South Korea divided over DMZ-style security measures

November 12

United they stand ... G20 protesters rally outside the Seoul train station on the first day of the summit.

SEOUL: The barricade rose under the cover of darkness, a 1.6-kilometre wall of tough polyurethane and bulletproof glass transforming South Korea’s largest mall and convention centre into an imposing fortress.

As workers scurried to apply the finishing touches, the two-metre high security fence surrounding Seoul’s Group of 20 economic summit resembled something more appropriate to repressive North Korea.

The wall encircling the COEX convention and exhibition centre in Seoul’s fashionable Gangnam district is designed to offer peace of mind to foreign dignitaries converging here for two days of meetings, which started last night.

Similar barriers have been set up at past economic summits in London, Toronto and Pittsburgh in the face of frequently violent demonstrations.

The barrier has been heavily criticised in Seoul. Some call it the Korean Peninsula’s newest DMZ, a formidable fence separating capitalist strategists from those staging rallies outside.

By noon yesterday, a middle-aged woman had tried to set herself on fire outside the centre. Later, tens of thousands had gathered in protest.
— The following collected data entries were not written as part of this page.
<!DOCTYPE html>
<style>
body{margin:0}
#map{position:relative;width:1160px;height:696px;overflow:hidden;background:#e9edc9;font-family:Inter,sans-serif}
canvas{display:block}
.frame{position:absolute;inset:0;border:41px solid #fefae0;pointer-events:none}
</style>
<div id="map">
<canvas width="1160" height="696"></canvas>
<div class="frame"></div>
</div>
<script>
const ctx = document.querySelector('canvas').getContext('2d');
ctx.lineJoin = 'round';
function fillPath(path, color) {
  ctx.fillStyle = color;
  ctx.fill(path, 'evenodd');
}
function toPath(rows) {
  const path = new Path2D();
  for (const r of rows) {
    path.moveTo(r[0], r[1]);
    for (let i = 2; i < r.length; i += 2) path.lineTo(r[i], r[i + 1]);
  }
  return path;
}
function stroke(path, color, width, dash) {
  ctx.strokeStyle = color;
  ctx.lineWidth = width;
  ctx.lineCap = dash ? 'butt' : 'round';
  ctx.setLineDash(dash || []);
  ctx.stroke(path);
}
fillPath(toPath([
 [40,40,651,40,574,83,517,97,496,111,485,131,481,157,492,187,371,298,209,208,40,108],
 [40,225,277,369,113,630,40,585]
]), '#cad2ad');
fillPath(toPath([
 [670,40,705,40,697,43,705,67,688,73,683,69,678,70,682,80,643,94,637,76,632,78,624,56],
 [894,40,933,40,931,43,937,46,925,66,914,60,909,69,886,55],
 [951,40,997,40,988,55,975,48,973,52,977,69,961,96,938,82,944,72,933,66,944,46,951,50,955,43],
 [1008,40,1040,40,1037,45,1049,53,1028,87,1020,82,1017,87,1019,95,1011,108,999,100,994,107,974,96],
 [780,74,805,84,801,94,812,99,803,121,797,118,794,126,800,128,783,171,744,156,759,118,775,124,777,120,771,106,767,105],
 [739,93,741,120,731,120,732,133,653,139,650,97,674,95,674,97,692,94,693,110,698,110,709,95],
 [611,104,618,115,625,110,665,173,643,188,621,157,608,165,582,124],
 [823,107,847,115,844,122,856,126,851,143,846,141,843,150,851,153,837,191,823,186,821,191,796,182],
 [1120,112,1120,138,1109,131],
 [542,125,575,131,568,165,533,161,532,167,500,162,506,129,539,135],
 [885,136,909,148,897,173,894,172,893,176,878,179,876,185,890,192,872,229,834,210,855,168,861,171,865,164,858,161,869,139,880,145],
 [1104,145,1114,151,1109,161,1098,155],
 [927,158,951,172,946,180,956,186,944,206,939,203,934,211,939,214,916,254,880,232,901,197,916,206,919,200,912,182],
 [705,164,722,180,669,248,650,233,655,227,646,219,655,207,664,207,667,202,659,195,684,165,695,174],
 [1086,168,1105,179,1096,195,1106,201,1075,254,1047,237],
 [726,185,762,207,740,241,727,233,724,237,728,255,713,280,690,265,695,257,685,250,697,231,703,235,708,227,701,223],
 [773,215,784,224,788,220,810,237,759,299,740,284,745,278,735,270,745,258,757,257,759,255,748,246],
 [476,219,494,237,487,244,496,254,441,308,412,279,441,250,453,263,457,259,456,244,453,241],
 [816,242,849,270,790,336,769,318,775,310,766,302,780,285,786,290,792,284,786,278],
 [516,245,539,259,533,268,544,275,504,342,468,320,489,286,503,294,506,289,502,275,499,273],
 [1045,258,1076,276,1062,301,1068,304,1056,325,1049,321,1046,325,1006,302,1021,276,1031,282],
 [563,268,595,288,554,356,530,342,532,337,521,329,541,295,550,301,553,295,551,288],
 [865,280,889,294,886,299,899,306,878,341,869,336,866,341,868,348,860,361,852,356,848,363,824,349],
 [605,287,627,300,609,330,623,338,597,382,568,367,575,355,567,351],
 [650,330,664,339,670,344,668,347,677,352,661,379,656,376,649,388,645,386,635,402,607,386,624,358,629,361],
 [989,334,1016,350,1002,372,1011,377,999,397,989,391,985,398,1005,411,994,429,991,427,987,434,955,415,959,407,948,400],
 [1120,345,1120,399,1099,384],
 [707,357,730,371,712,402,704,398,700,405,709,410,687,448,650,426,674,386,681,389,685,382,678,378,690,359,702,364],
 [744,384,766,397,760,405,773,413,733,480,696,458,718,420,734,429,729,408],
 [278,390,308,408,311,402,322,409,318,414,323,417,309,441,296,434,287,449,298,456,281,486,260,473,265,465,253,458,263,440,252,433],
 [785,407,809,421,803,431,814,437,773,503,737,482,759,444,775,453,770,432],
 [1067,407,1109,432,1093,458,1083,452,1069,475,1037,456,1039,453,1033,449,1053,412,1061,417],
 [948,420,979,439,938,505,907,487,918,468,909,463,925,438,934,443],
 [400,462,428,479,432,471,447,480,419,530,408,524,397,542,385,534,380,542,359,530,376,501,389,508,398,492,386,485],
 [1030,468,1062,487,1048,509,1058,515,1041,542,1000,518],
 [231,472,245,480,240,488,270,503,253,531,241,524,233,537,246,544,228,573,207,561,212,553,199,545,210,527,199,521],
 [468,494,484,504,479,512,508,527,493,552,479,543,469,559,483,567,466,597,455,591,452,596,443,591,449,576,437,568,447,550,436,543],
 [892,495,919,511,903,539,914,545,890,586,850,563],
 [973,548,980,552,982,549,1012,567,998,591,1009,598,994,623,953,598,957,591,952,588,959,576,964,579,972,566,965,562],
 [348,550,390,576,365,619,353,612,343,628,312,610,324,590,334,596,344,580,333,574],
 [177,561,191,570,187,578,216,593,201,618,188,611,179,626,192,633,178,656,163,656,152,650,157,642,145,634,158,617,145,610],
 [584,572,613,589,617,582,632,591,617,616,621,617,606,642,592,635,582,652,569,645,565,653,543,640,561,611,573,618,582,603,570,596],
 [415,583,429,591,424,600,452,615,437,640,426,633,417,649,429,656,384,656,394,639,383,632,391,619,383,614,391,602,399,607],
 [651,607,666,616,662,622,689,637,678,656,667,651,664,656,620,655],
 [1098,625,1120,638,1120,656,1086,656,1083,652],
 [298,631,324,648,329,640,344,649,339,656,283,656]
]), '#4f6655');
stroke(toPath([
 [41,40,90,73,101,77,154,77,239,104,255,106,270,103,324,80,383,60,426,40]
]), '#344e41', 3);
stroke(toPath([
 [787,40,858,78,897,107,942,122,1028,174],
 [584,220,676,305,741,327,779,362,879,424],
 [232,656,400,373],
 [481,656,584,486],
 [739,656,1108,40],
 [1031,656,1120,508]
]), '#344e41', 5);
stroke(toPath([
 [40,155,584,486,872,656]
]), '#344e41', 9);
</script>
The woman poured paint thinner over herself outside the main entrance to the COEX convention centre but police stopped her from lighting the liquid.

”It just sends the wrong message,” a former MP, Jang Sung-min, said of the barrier.

”It reminds me of our country’s dark days of military dictatorship.”

”It’s a barrier to keep South Korea outside the conference,” said a Seoul G20 spokeswoman, Sohn Jie-ae.

”It’s not something security people want to talk about – a necessary evil.”

The wall is one of three summit barriers to be erected in Seoul. There is also a ”second line” green barbed-wire fence as well as a ”third line”.

Additional security includes anti-terrorism guard posts and a secret state-of-the-art system that one South Korean newspaper said can ”detect possible terrorist suspects who have even had plastic surgery to change their faces”.

Moreover, 60,000 security forces will be on hand to help handle the hundreds of activist groups that have applied to stage protests. Experts point to ample rationale for the tight security.

North Korea has ridiculed Seoul’s security concerns. Its state-controlled news service called them ”a childish farce”.